## WHAT YOU SHOULD DO
Below are the records; tally the lines in them that include the word "roads" and reply with the number alone.

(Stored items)
<<<<
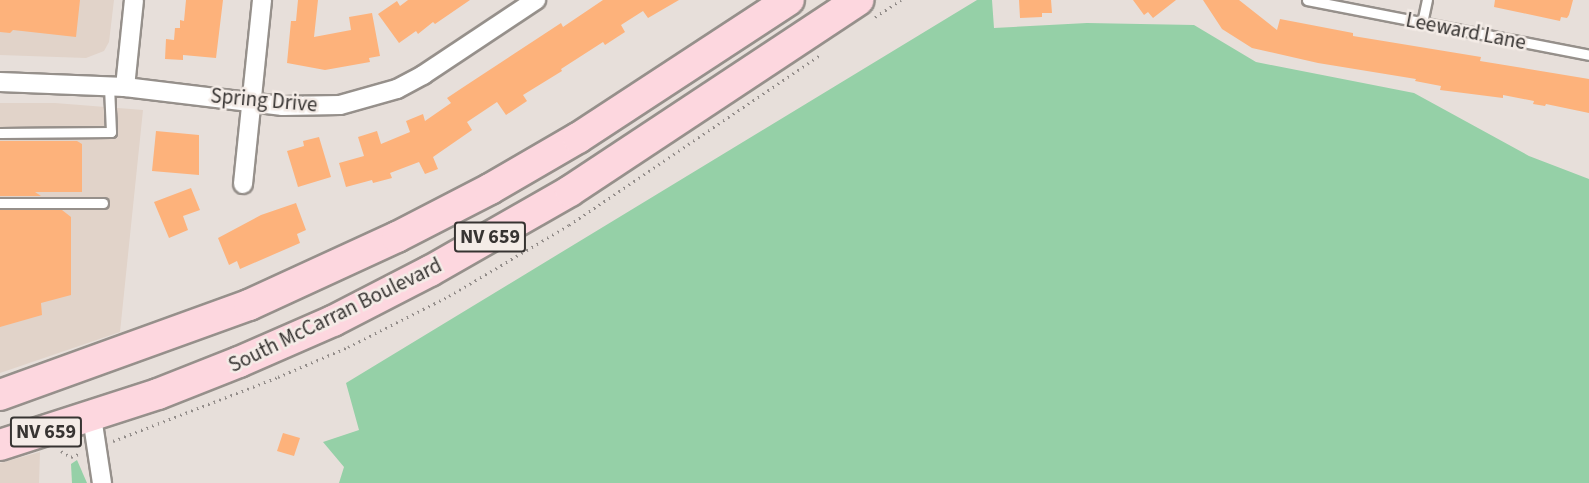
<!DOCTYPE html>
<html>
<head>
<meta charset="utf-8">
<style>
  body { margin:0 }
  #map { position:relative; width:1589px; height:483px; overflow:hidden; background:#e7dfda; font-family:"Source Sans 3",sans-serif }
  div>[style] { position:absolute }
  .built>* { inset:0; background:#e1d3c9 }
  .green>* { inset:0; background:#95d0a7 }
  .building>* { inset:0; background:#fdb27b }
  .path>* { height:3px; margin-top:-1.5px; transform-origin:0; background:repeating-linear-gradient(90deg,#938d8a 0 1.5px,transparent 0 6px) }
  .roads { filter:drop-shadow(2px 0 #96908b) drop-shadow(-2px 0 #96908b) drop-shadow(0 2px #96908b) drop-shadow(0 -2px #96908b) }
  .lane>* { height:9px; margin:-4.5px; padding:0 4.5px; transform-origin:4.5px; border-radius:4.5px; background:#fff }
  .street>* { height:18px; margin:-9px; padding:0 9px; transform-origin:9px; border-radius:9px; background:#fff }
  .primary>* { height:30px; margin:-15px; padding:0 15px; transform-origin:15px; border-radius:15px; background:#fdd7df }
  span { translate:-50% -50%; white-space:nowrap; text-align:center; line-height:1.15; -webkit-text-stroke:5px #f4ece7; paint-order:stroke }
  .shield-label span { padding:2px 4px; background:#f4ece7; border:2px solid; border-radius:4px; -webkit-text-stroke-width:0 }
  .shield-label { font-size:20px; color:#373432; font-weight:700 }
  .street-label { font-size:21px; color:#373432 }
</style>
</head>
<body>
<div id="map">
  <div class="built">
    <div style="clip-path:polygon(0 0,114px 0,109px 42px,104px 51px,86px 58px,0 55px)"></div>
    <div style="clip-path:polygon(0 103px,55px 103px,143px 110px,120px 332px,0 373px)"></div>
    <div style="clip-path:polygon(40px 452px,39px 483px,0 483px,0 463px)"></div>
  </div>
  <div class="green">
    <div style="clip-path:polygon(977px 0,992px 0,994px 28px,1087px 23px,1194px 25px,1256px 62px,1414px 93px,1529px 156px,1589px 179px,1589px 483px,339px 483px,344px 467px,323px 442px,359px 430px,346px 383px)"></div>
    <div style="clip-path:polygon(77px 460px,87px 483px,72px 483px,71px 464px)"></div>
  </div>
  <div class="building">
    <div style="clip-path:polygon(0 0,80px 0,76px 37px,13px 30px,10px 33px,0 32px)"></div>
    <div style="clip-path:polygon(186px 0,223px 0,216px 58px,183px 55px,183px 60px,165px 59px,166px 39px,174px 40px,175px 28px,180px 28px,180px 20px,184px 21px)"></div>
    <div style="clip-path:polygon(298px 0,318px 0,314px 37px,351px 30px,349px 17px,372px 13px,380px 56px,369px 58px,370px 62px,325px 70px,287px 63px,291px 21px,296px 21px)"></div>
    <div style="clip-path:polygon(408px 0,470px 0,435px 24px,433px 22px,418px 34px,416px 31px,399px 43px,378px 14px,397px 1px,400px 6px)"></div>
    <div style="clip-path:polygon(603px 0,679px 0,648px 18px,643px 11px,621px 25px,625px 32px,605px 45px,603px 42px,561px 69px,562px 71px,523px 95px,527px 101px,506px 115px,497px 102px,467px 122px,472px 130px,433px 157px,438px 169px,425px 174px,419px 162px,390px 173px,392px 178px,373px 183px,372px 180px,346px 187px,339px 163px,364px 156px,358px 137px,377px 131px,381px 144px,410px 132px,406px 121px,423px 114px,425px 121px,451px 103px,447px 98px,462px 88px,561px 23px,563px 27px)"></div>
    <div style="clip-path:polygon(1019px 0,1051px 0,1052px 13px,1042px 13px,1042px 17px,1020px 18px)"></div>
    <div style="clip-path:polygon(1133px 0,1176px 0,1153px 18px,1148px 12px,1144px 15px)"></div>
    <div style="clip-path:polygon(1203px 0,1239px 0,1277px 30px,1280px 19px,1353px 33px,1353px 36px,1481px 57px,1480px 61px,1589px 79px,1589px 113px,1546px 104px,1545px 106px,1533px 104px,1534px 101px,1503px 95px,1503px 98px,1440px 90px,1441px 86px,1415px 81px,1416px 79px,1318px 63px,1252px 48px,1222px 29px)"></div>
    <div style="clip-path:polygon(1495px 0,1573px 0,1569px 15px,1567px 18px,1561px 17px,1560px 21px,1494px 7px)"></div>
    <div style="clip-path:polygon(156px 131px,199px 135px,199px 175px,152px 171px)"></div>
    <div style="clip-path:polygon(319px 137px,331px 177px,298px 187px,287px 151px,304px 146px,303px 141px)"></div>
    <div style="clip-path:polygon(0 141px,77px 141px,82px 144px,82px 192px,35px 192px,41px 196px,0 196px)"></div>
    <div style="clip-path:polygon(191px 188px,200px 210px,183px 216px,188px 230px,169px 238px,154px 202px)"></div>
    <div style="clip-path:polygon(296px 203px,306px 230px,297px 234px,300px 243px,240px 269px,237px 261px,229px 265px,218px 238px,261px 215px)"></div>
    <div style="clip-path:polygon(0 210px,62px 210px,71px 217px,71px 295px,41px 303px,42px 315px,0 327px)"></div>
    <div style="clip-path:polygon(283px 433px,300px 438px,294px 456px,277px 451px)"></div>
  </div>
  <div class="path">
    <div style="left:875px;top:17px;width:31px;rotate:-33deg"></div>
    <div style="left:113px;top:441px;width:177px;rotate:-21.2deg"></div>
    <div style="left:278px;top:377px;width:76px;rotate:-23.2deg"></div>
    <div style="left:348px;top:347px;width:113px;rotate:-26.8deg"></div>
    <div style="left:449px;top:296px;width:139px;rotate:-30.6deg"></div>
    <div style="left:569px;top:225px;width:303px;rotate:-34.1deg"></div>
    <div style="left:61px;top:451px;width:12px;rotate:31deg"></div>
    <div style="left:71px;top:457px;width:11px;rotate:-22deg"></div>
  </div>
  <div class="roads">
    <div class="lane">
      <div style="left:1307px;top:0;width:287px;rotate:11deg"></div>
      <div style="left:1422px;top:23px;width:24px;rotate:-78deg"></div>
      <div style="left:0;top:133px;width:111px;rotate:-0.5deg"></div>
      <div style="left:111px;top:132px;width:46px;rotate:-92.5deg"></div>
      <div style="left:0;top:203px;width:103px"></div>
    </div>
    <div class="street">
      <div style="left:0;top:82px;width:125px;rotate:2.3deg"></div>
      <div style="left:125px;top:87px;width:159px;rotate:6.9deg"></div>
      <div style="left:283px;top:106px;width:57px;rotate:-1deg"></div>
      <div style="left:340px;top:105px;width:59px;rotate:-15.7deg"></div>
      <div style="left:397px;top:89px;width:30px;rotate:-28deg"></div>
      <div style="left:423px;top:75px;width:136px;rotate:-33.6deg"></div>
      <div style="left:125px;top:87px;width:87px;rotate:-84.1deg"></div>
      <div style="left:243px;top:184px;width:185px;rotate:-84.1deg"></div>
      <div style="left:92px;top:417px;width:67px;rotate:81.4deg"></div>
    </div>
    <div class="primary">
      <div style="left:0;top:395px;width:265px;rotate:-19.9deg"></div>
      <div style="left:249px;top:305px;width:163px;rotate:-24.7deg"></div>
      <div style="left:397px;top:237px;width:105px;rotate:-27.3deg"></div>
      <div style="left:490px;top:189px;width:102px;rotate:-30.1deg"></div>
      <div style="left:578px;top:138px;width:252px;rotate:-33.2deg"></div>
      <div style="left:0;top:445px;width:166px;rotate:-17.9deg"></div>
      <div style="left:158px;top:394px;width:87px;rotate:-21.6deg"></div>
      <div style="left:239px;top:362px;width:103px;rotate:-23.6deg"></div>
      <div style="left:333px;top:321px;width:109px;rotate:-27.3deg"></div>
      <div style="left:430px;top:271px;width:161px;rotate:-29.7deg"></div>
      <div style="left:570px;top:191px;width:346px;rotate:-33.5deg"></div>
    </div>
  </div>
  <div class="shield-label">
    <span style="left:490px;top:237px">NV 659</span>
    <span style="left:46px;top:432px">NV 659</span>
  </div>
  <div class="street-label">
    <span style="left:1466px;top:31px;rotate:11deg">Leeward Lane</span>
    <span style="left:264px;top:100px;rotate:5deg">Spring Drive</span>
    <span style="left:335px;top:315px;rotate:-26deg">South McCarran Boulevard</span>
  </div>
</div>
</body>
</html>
>>>>
## RESPONSE TO THE EXERCISE
2